The main entrance to the school is located on Claver Place, in an arched opening at the center of the Claver Place facade. The school itself is located on the fourth floor, and consists of eight school rooms (one for each grade). The school rooms are arranged in pairs around a central atrium with a glazed conservatory roof. The atrium is currently used as additional classroom space.
The entrance to the convent is located at the north end of the Claver Place facade, with the convent located on the first through third floors in the single line of rooms facing onto Claver Place.
The building is designed in an highly stylized Art-Deco Romanesque style. The building is clad in common brick and trimmed with cast concrete at the window and door surrounds and at the parapet. On the interior, the finishes are utilitarian, primarily consisting of glazed round-profiled CMU and wood trim. The interior of the gymnasium is finished in salmon-colored iron-spot brick.
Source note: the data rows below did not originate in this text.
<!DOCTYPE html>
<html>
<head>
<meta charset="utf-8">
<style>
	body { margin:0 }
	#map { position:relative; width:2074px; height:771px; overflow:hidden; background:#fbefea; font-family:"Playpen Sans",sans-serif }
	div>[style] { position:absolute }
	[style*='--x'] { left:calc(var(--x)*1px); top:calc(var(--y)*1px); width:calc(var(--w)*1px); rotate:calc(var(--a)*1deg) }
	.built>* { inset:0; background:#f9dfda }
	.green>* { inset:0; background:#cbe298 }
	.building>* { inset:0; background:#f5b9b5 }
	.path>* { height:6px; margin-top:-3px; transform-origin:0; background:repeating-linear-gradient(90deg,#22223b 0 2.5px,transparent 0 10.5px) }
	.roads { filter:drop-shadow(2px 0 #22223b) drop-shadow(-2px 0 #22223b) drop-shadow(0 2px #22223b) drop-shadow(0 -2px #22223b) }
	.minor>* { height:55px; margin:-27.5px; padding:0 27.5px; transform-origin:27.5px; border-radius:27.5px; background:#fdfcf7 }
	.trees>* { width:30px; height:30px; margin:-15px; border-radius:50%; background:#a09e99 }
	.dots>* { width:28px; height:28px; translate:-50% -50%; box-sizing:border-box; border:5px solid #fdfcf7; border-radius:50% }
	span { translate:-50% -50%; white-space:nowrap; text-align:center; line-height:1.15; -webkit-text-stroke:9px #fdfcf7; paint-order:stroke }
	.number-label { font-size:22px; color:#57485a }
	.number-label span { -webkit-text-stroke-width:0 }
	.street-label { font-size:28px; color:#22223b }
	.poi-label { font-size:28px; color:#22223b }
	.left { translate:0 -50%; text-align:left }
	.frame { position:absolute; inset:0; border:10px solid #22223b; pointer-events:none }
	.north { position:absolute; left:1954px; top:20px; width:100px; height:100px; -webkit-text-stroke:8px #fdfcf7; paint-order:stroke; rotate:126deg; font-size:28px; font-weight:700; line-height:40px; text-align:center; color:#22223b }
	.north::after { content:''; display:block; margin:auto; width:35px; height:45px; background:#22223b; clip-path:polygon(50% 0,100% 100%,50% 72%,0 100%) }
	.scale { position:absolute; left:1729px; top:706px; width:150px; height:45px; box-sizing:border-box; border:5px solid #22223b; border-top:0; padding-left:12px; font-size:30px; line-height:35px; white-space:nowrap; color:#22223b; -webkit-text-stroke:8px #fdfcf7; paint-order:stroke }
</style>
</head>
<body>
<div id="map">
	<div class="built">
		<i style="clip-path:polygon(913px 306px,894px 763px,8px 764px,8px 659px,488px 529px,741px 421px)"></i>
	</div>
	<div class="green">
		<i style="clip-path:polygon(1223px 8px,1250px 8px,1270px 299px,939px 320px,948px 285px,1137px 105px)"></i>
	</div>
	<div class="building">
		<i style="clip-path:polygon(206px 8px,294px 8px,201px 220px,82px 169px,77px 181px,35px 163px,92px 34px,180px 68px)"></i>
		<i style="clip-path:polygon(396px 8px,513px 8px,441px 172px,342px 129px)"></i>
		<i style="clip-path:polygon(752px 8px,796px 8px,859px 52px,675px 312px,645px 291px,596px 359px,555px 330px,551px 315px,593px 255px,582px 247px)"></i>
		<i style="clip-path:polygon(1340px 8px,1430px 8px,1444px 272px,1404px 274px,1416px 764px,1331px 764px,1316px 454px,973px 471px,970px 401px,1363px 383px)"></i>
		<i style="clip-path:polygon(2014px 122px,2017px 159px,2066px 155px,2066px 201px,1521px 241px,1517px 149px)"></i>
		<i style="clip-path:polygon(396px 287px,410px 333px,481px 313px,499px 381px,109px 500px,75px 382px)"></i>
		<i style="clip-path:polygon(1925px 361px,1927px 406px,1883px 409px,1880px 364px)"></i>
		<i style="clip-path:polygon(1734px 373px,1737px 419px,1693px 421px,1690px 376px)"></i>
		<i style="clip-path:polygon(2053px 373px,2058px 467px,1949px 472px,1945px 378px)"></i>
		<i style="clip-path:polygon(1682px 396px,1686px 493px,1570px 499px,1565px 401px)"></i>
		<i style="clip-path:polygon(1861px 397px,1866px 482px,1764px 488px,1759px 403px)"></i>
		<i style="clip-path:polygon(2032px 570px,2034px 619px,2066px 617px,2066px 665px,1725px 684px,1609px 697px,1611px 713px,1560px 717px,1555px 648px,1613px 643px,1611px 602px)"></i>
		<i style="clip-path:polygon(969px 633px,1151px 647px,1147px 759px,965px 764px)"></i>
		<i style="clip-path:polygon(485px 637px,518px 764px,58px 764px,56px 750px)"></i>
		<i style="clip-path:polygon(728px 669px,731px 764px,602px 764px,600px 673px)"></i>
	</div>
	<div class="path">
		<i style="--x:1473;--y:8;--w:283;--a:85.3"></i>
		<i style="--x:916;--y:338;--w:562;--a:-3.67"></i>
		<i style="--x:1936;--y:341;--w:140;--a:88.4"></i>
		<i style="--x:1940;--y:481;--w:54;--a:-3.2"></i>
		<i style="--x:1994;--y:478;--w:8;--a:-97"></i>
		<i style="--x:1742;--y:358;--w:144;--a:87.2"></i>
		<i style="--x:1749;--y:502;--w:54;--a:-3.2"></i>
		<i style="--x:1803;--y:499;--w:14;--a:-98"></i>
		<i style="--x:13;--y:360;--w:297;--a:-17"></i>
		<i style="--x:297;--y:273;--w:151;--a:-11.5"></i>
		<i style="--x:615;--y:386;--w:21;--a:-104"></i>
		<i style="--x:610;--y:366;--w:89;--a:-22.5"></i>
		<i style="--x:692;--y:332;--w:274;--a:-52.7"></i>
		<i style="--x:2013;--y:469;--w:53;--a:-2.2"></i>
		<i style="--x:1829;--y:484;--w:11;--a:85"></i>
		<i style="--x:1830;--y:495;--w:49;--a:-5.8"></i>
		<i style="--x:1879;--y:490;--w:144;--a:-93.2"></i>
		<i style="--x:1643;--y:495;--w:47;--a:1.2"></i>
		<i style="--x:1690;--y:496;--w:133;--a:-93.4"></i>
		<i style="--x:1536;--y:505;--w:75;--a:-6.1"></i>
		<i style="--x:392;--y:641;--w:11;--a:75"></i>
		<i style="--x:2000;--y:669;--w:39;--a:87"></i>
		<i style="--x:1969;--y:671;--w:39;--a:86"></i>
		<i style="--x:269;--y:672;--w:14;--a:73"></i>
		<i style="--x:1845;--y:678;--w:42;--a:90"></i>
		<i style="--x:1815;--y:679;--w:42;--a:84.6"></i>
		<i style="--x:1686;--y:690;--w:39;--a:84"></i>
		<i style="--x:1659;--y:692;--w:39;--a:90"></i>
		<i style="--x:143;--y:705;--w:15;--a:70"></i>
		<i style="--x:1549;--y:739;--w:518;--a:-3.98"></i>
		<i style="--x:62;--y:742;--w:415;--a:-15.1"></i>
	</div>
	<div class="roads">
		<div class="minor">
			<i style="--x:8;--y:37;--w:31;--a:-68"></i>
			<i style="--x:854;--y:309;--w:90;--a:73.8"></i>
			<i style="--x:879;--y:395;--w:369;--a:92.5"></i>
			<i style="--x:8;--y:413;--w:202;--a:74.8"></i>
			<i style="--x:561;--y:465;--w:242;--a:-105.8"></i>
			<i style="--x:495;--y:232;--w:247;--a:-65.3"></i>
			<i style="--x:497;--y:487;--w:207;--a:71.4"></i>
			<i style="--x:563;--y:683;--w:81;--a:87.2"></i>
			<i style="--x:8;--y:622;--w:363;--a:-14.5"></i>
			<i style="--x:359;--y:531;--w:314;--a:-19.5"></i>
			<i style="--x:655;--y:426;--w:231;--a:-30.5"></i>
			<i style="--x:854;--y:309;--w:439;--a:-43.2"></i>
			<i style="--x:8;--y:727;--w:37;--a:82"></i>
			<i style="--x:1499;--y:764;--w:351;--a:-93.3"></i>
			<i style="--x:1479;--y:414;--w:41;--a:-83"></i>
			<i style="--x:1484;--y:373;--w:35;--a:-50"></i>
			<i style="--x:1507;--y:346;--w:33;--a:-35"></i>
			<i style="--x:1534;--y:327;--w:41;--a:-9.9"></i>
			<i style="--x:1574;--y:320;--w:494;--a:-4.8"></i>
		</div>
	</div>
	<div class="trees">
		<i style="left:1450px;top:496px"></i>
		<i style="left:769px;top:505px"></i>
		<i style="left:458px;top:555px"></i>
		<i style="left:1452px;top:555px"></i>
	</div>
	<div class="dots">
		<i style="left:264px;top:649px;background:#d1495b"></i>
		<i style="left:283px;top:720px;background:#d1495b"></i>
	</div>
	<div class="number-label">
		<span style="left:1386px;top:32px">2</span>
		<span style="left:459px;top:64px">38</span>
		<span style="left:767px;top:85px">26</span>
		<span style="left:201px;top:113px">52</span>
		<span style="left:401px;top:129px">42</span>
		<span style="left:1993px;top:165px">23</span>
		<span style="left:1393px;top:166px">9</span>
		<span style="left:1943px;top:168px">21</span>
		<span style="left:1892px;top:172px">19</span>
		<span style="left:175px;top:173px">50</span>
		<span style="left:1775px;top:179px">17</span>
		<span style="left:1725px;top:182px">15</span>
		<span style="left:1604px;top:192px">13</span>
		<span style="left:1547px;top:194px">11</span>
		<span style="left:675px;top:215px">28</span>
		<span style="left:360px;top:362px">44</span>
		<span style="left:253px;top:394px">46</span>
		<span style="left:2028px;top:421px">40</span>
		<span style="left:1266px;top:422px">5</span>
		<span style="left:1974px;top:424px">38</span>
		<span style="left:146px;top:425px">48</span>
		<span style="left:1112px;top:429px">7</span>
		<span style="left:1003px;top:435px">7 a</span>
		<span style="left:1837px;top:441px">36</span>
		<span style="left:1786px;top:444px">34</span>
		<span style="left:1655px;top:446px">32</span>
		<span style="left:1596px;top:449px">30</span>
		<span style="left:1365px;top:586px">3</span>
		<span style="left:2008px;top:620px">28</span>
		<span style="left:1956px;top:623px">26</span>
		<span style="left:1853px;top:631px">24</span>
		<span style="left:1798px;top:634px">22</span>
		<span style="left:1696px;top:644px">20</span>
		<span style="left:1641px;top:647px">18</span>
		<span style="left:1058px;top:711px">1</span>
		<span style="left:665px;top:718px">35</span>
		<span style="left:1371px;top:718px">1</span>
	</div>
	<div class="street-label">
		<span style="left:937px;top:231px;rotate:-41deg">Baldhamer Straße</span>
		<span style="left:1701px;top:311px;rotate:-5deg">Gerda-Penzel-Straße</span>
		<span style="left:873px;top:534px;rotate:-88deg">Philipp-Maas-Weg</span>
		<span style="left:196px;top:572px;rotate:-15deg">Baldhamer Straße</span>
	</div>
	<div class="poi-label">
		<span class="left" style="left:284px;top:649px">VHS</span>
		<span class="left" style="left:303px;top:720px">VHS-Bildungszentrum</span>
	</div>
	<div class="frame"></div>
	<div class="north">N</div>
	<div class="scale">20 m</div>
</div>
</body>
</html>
The corner of the building is chamfered, and contains a statue of St. Peter Claver standing atop the cornerstone. Numerous setbacks and the pattern of window openings help to express the program of the interior. The corners of the building set back above the second floor, creating a large terrace at the southwest corner and a small terrace at the southeast corner. A second set of setbacks above the third floor create the cruciform plan of the classrooms at the fourth floor and terraces for the classrooms.
The Jefferson Avenue facade (and the east facade) has relatively few openings. These include the triple-arched opening at the ground floor, and a screen of triple-arched openings with cast-concrete surrounds at the balcony level on the second floor, each flanked by punched openings with cast concrete screens. Other punched openings with screens of cast concrete or steel casement windows are located throughout the remainder of the facade at the ground-floor, balcony and track levels. A large screen of cast concrete set in the form of a cross is located at the center of the Jefferson Avenue elevation.
The classrooms have large window openings facing onto the third-floor terraces, and smaller punched openings with cast-concrete screens on the Jefferson Avenue and Claver Place elevation. The Claver Place elevation contains the school and convent entrances in single arched openings with cast-concrete surrounds and a set of four arched openings with a cast-concrete surround at the second floor. Punched openings for the convent are located throughout the remainder of this elevation. The convent windows along Claver Place were originally steel casements, but have been replaced with one-over-one aluminum windows.
The east elevation, facing onto the driveway, is clad in common brick with cast concrete trim at the corners only. The facade contains simple punched openings with steel casement windows. The north elevation was originally a party wall, but is now partially exposed. The exposed portion of the party wall is stuccoed. The exterior wall of the north classrooms, at the fourth floor, is finished in common brick.
St. Peter Claver’s Institute is the best example of Murphy’s non-ecclesiastic architecture. Here, the massing, materials and much of the decoration are clearly contemporary, while a few decorative details recall past architectural styles. Perhaps the best example of Murphy’s integration of modern architecture into a church design is St. Bernadette’s Church (Brooklyn). There, massive parabolic concrete arches define the nave of the church, while the exterior is designed in the Moderne style.
- 1"Negro Catholics Now Have a Church", Brooklyn Daily Eagle (July 21, 1921), 3.